The Princeton Dinky, the shortest scheduled commuter rail line in the nation, might have its days numbered. NJ Transit recently commenced a year-long study of the Princeton transit system, with an emphasis on the Princeton Branch transit corridor that unites Princeton with Princeton Junction.
The study’s ultimate objective is to examine potential alternatives for the weathered Dinky in accordance with the transit system’s future population demand and certain planned developments, including the expansion of the University’s campus. In addition to these considerations, emergent modes of transportation are constantly changing the way many people imagine travel.
According to NJ Transit, the avenues for alternative transportation currently under consideration include “a roadway with embedded rail that can support rail and rubber-tired transit vehicles; a stand-alone rail corridor with a parallel roadway for rubber-tired tram and/or bus service” and “a roadway with a guideway that could support a rubber-tired tram and buses.”
Another option, also outlined in the NJ Transit study’s plans, extends the possibility of the Dinky ultimately remaining a fixture of Princeton transit: “A no-build option that continues to use the existing Arrow III cars or similar rail vehicle.”
However, this latter possibility seems unlikely to some involved in the decision-making process because of the desire to implement transit technology that is more accessible and of higher quality than the current Dinky.
Chair of the Princeton Transit Advisory Committee Nat Bottigheimer is optimistic about NJ Transit’s push toward updating the mode of transport along the Princeton Branch.
“NJ Transit has made clear that the current Dinky railcars need to be replaced by another type of railcar or transit service. Even if changes are only to the equipment, it can not help but be more contemporary in technology, since the Dinky railcars date back to 1978,” he wrote in an email to The Daily Princetonian.
Regardless of the study’s outcome, the alternative will seek to enhance the quality and frequency of transit along the Princeton Branch.
“Any future service that is more frequent; has more stops; is more accessible by walk and bike; is integrated with University and community transit systems; and better connects to downtown Princeton will be novel and an improvement, whether future transit vehicles have rubber tires, steel wheels, magnetic cushions, or something else,” Bottigheimer wrote.

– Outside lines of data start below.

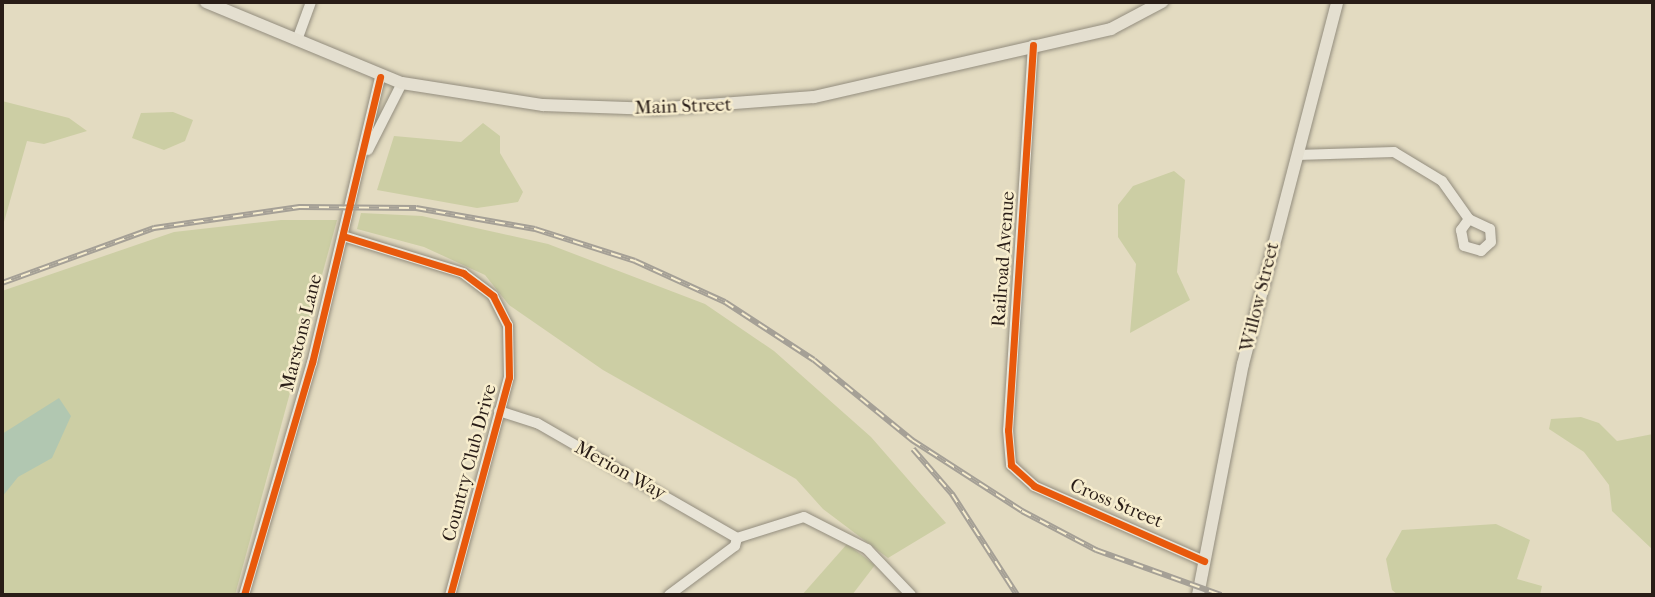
<!DOCTYPE html>
<html>
<head>
<meta charset="utf-8">
<style>
	body { margin:0 }
	#map { position:relative; width:1655px; height:597px; overflow:hidden; background:#e3dbc1; font-family:"IM FELL French Canon",serif }
	div>[style] { position:absolute }
	.green>* { inset:0; background:#cccea4 }
	.water>* { inset:0; background:#b1c7b1 }
	.roads { filter:drop-shadow(0 0 2px #938d7e) drop-shadow(0 0 2px #938d7e) }
	.minor>* { height:10px; margin:-5px; padding:0 5px; transform-origin:5px; border-radius:5px; background:#e8e4d7 }
	.major>* { height:12px; margin:-6px; padding:0 6px; transform-origin:6px; border-radius:6px; background:#e4dfd0 }
	.rail>* { height:6px; margin-top:-3px; transform-origin:0; background:repeating-linear-gradient(90deg,#f7edcd 0 10px,#a5a096 0 20px); box-sizing:border-box; border-block:2px solid #a5a096 }
	.cycleway>* { height:7px; margin:-3.5px; padding:0 3.5px; transform-origin:3.5px; border-radius:3.5px; background:#e8590c }
	span { translate:-50% -50%; white-space:nowrap; text-align:center; line-height:1.15; -webkit-text-stroke:5px #f7edcd; paint-order:stroke }
	.street-label { font-size:19px; color:#291d17 }
	.frame { position:absolute; inset:0; border:4px solid #291d17; pointer-events:none }
</style>
</head>
<body>
<div id="map">
	<div class="green">
		<i style="clip-path:polygon(2px 101px,69px 118px,87px 131px,44px 144px,27px 141px,2px 229px)"></i>
		<i style="clip-path:polygon(173px 112px,193px 120px,185px 141px,164px 150px,132px 138px,141px 113px)"></i>
		<i style="clip-path:polygon(483px 123px,500px 136px,500px 153px,523px 192px,518px 202px,477px 208px,377px 190px,394px 136px,461px 142px)"></i>
		<i style="clip-path:polygon(1174px 171px,1185px 180px,1177px 272px,1190px 300px,1130px 333px,1136px 264px,1118px 237px,1118px 205px,1133px 186px)"></i>
		<i style="clip-path:polygon(361px 213px,422px 216px,548px 244px,705px 304px,774px 351px,871px 437px,946px 523px,888px 558px,823px 509px,796px 479px,603px 370px,509px 305px,485px 275px,424px 247px,357px 229px)"></i>
		<i style="clip-path:polygon(281px 220px,337px 220px,235px 595px,2px 595px,2px 291px,174px 232px)"></i>
		<i style="clip-path:polygon(1581px 417px,1599px 423px,1617px 441px,1653px 434px,1653px 550px,1612px 511px,1609px 485px,1584px 452px,1549px 429px,1551px 419px)"></i>
		<i style="clip-path:polygon(1496px 524px,1530px 540px,1517px 579px,1542px 586px,1540px 595px,1398px 595px,1392px 590px,1386px 559px,1402px 530px)"></i>
		<i style="clip-path:polygon(847px 544px,875px 565px,852px 595px,802px 595px)"></i>
	</div>
	<div class="water">
		<i style="clip-path:polygon(59px 398px,71px 416px,52px 458px,18px 477px,2px 497px,2px 434px)"></i>
	</div>
	<div class="roads">
		<div class="minor">
			<i style="left:297px;top:40px;width:40px;rotate:-69.8deg"></i>
			<i style="left:1033px;top:45px;width:386px;rotate:93.7deg"></i>
			<i style="left:1008px;top:430px;width:35px;rotate:85deg"></i>
			<i style="left:1011px;top:465px;width:31px;rotate:42deg"></i>
			<i style="left:1034px;top:486px;width:186px;rotate:23.8deg"></i>
			<i style="left:368px;top:150px;width:75px;rotate:-63.1deg"></i>
			<i style="left:1297px;top:155px;width:97px;rotate:-1.8deg"></i>
			<i style="left:1394px;top:152px;width:56px;rotate:31.1deg"></i>
			<i style="left:1442px;top:181px;width:47px;rotate:54.6deg"></i>
			<i style="left:1469px;top:219px;width:14px;rotate:126deg"></i>
			<i style="left:1461px;top:230px;width:16px;rotate:79deg"></i>
			<i style="left:1464px;top:246px;width:18px;rotate:16deg"></i>
			<i style="left:1481px;top:251px;width:13px;rotate:-42deg"></i>
			<i style="left:1491px;top:242px;width:13px;rotate:-94deg"></i>
			<i style="left:1490px;top:229px;width:23px;rotate:-155deg"></i>
			<i style="left:343px;top:236px;width:126px;rotate:17.1deg"></i>
			<i style="left:463px;top:273px;width:38px;rotate:37deg"></i>
			<i style="left:493px;top:296px;width:33px;rotate:63deg"></i>
			<i style="left:508px;top:325px;width:52px;rotate:88.9deg"></i>
			<i style="left:509px;top:377px;width:226px;rotate:105.1deg"></i>
			<i style="left:499px;top:411px;width:40px;rotate:18deg"></i>
			<i style="left:537px;top:423px;width:231px;rotate:29.9deg"></i>
			<i style="left:244px;top:595px;width:242px;rotate:-73.7deg"></i>
			<i style="left:312px;top:363px;width:294px;rotate:-76.6deg"></i>
			<i style="left:669px;top:595px;width:82px;rotate:-36.6deg"></i>
			<i style="left:735px;top:546px;width:8px;rotate:-76deg"></i>
			<i style="left:737px;top:538px;width:70px;rotate:-17.4deg"></i>
			<i style="left:804px;top:517px;width:71px;rotate:26.9deg"></i>
			<i style="left:867px;top:549px;width:64px;rotate:46.3deg"></i>
		</div>
		<div class="major">
			<i style="left:206px;top:2px;width:212px;rotate:22.5deg"></i>
			<i style="left:402px;top:83px;width:143px;rotate:8.9deg"></i>
			<i style="left:543px;top:105px;width:112px;rotate:2deg"></i>
			<i style="left:655px;top:109px;width:159px;rotate:-4.3deg"></i>
			<i style="left:814px;top:97px;width:305px;rotate:-12.9deg"></i>
			<i style="left:1111px;top:29px;width:58px;rotate:-27.9deg"></i>
			<i style="left:1198px;top:595px;width:235px;rotate:-79deg"></i>
			<i style="left:1243px;top:364px;width:374px;rotate:-75.4deg"></i>
		</div>
	</div>
	<div class="rail">
		<i style="left:2px;top:283px;width:162px;rotate:-19.9deg"></i>
		<i style="left:154px;top:228px;width:147px;rotate:-8.2deg"></i>
		<i style="left:299px;top:207px;width:117px;rotate:0.5deg"></i>
		<i style="left:416px;top:208px;width:121px;rotate:10deg"></i>
		<i style="left:535px;top:229px;width:105px;rotate:17.7deg"></i>
		<i style="left:635px;top:261px;width:99px;rotate:24.5deg"></i>
		<i style="left:725px;top:302px;width:106px;rotate:33.1deg"></i>
		<i style="left:814px;top:360px;width:127px;rotate:39.2deg"></i>
		<i style="left:912px;top:440px;width:131px;rotate:32.8deg"></i>
		<i style="left:1022px;top:511px;width:84px;rotate:27.8deg"></i>
		<i style="left:1096px;top:550px;width:133px;rotate:19.8deg"></i>
		<i style="left:913px;top:449px;width:60px;rotate:49.1deg"></i>
		<i style="left:952px;top:494px;width:120px;rotate:57.2deg"></i>
	</div>
	<div class="cycleway">
		<i style="left:1033px;top:45px;width:386px;rotate:93.7deg"></i>
		<i style="left:1008px;top:430px;width:35px;rotate:85deg"></i>
		<i style="left:1011px;top:465px;width:31px;rotate:42deg"></i>
		<i style="left:1034px;top:486px;width:186px;rotate:23.8deg"></i>
		<i style="left:343px;top:236px;width:126px;rotate:17.1deg"></i>
		<i style="left:463px;top:273px;width:38px;rotate:37deg"></i>
		<i style="left:493px;top:296px;width:33px;rotate:63deg"></i>
		<i style="left:508px;top:325px;width:52px;rotate:88.9deg"></i>
		<i style="left:509px;top:377px;width:226px;rotate:105.1deg"></i>
		<i style="left:244px;top:595px;width:242px;rotate:-73.7deg"></i>
		<i style="left:312px;top:363px;width:294px;rotate:-76.6deg"></i>
	</div>
	<div class="street-label">
		<span style="left:683px;top:107px;rotate:-2deg">Main Street</span>
		<span style="left:1004px;top:259px;rotate:-86deg">Railroad Avenue</span>
		<span style="left:1260px;top:297px;rotate:-76deg">Willow Street</span>
		<span style="left:302px;top:333px;rotate:-76deg">Marstons Lane</span>
		<span style="left:470px;top:463px;rotate:-75deg">Country Club Drive</span>
		<span style="left:620px;top:471px;rotate:29deg">Merion Way</span>
		<span style="left:1116px;top:504px;rotate:23deg">Cross Street</span>
	</div>
	<div class="frame"></div>
</div>
</body>
</html>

Moreover, Bottigheimer notes that the University will play a crucial role in determining how successfully the transit system will function along the Princeton Branch and that its assets render it uniquely equipped to “not only meet its own sustainability objectives, but to support the sustainable transportation strategies of its neighbors.”
“If the University organizes future growth along the transitway, a high-frequency transit service that stops at key points will be a critical asset in helping Princeton University meet its greenhouse gas reduction goals; creating a walkable, bike-able, and sustainable island in the center of a car-oriented sea; and creating the kind of environment where strategic partnerships with private sector partners can flourish, because employees may want to live there,” Bottigheimer wrote.
Despite discussions concerning a forthcoming transit system in which the Dinky becomes relegated or removed as the primary mode of transport along the Princeton Branch corridor, groups like “Save the Princeton Dinky” have consistently sought to ensure the long-term preservation of the Dinky. In recent years, the group has organized against efforts to retire the Dinky and have spearheaded Change.org petitions to accrue support for maintaining it in the face of other transit proposals.
For now, the local community must wait in anticipation of the NJ Transit study’s final verdict on the Dinky’s role in the Princeton transit system.